◆ **Exercise data**
☆ ☆ ☆ ☆ ☆ ☆ ☆

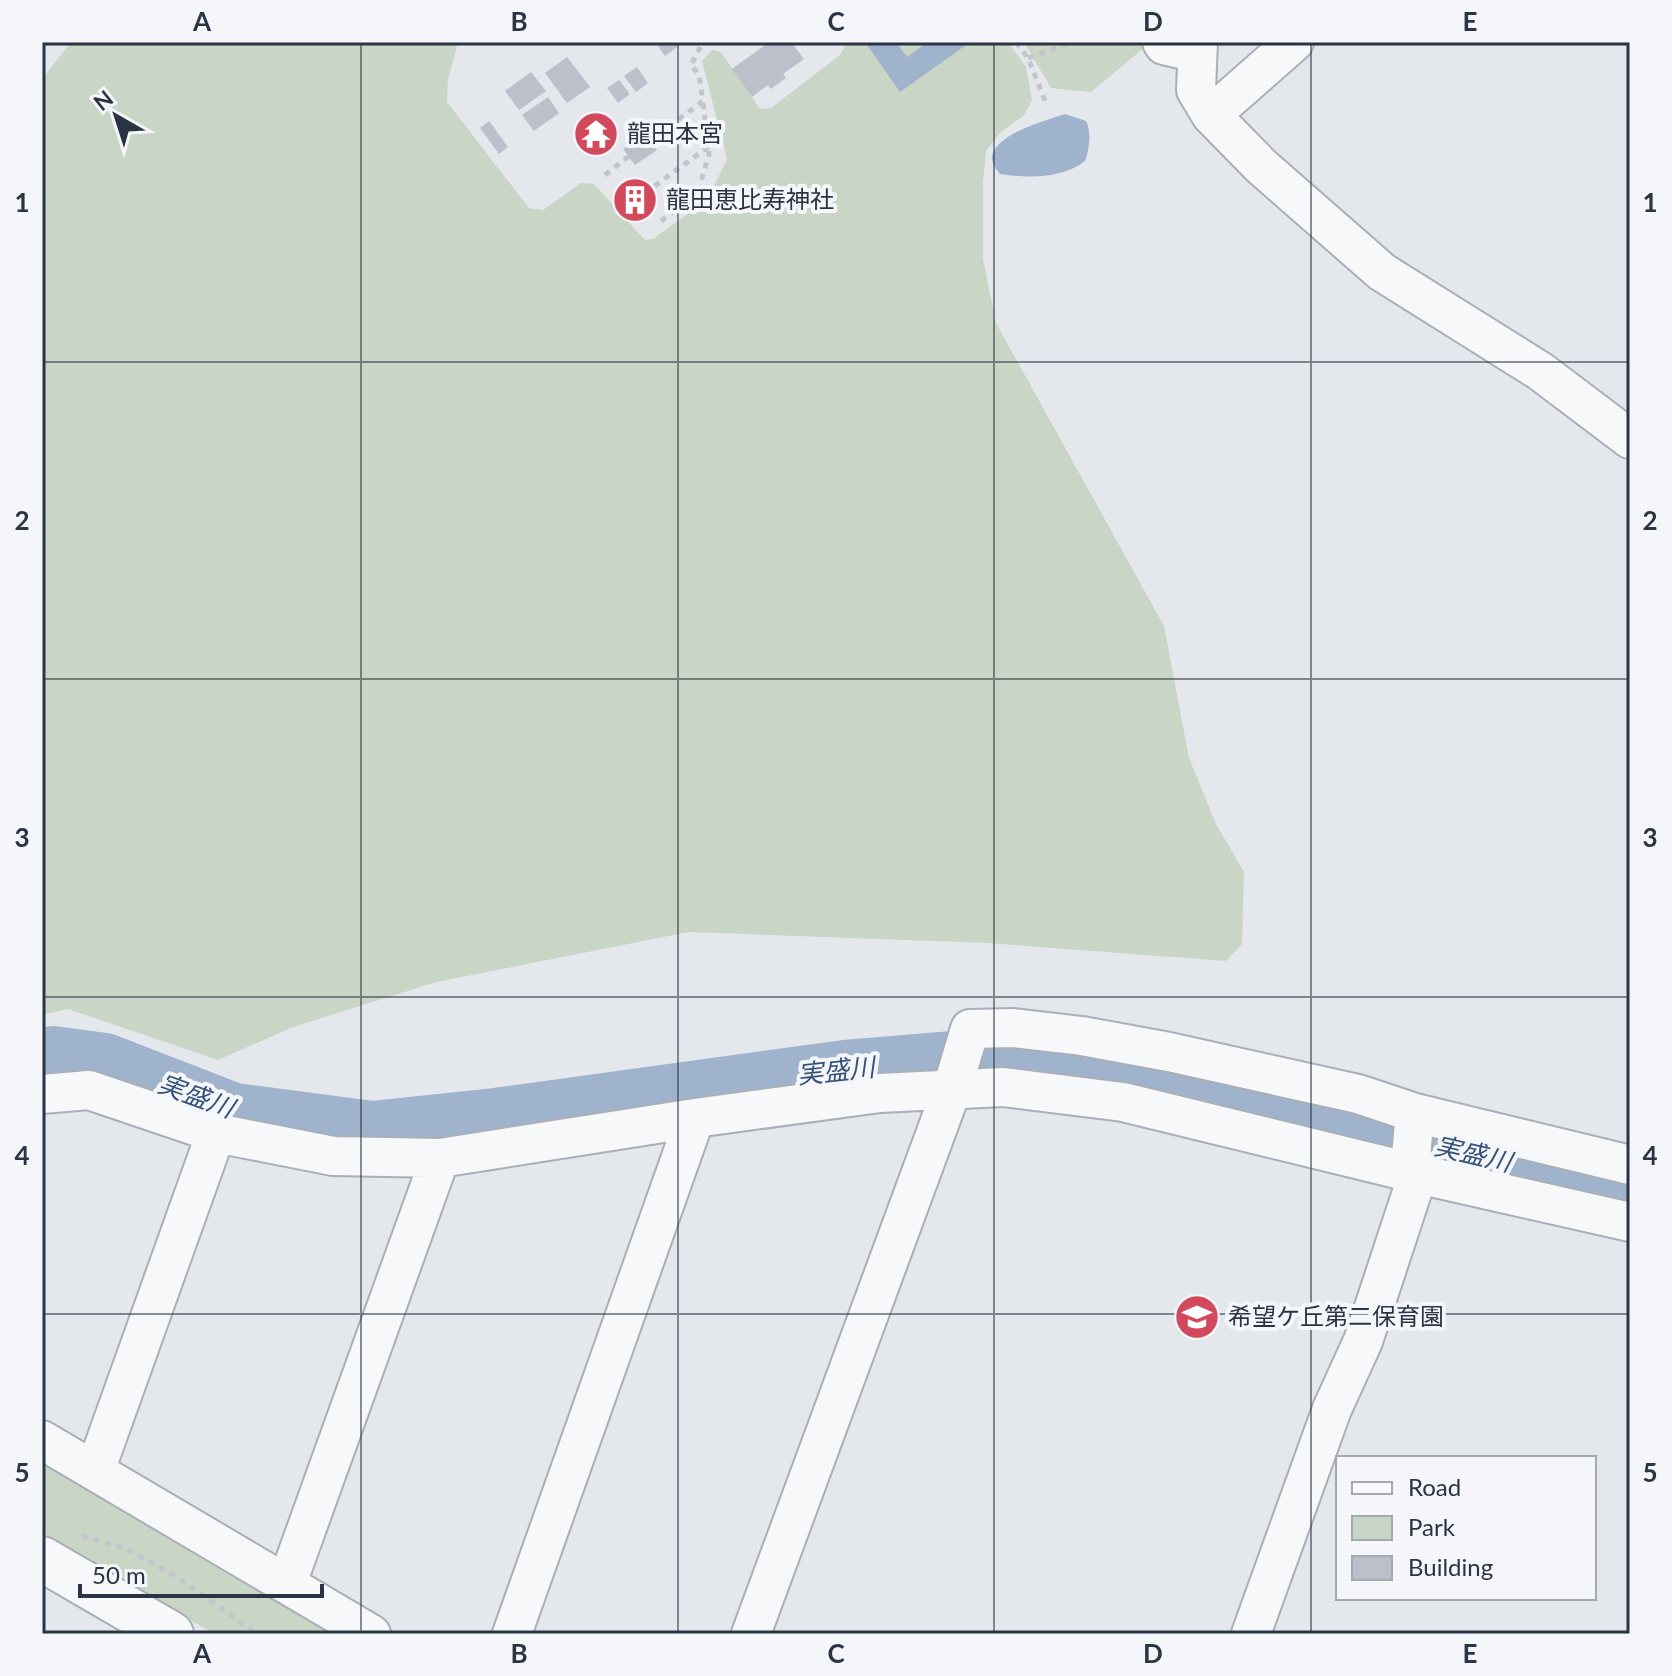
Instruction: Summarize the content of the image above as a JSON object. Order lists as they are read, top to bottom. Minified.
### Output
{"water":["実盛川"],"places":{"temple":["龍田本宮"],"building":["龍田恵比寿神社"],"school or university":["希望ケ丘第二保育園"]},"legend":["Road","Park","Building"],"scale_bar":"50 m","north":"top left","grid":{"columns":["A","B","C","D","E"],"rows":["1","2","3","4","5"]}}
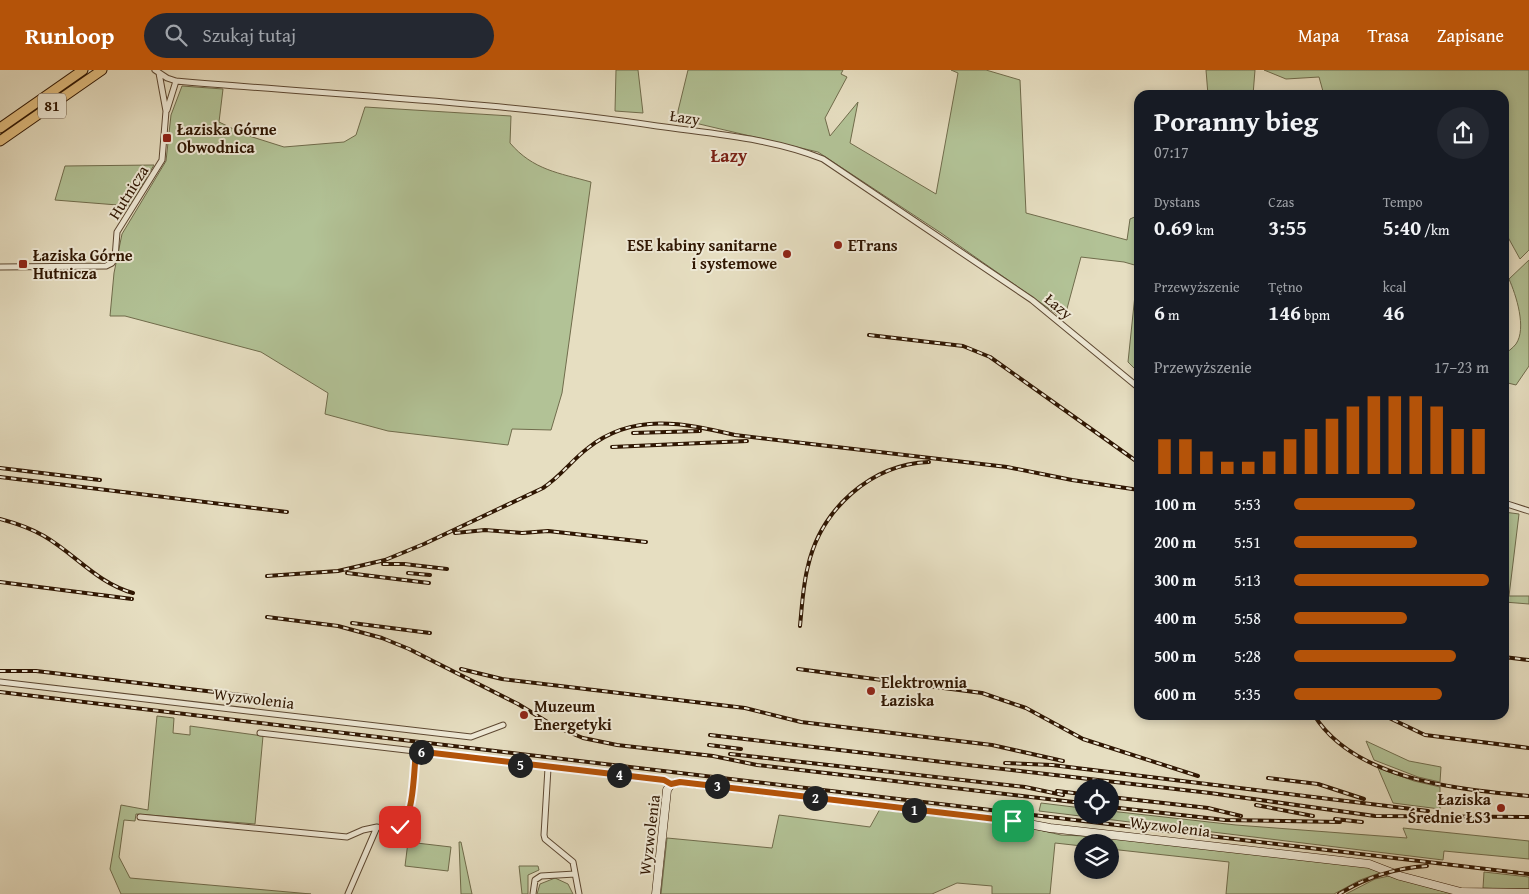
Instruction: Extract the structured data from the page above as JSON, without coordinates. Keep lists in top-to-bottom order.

☆ ☆ ☆ ☆ ☆ ☆ ☆

◆ **Your task**
Take from the listing above each line that contains the string "bottom".

◆ **Solution to this problem**
Instruction: Summarize the content of the image above as a JSON object. Order lists as they are read, top to bottom. Minified.
Instruction: Extract the structured data from the page above as JSON, without coordinates. Keep lists in top-to-bottom order.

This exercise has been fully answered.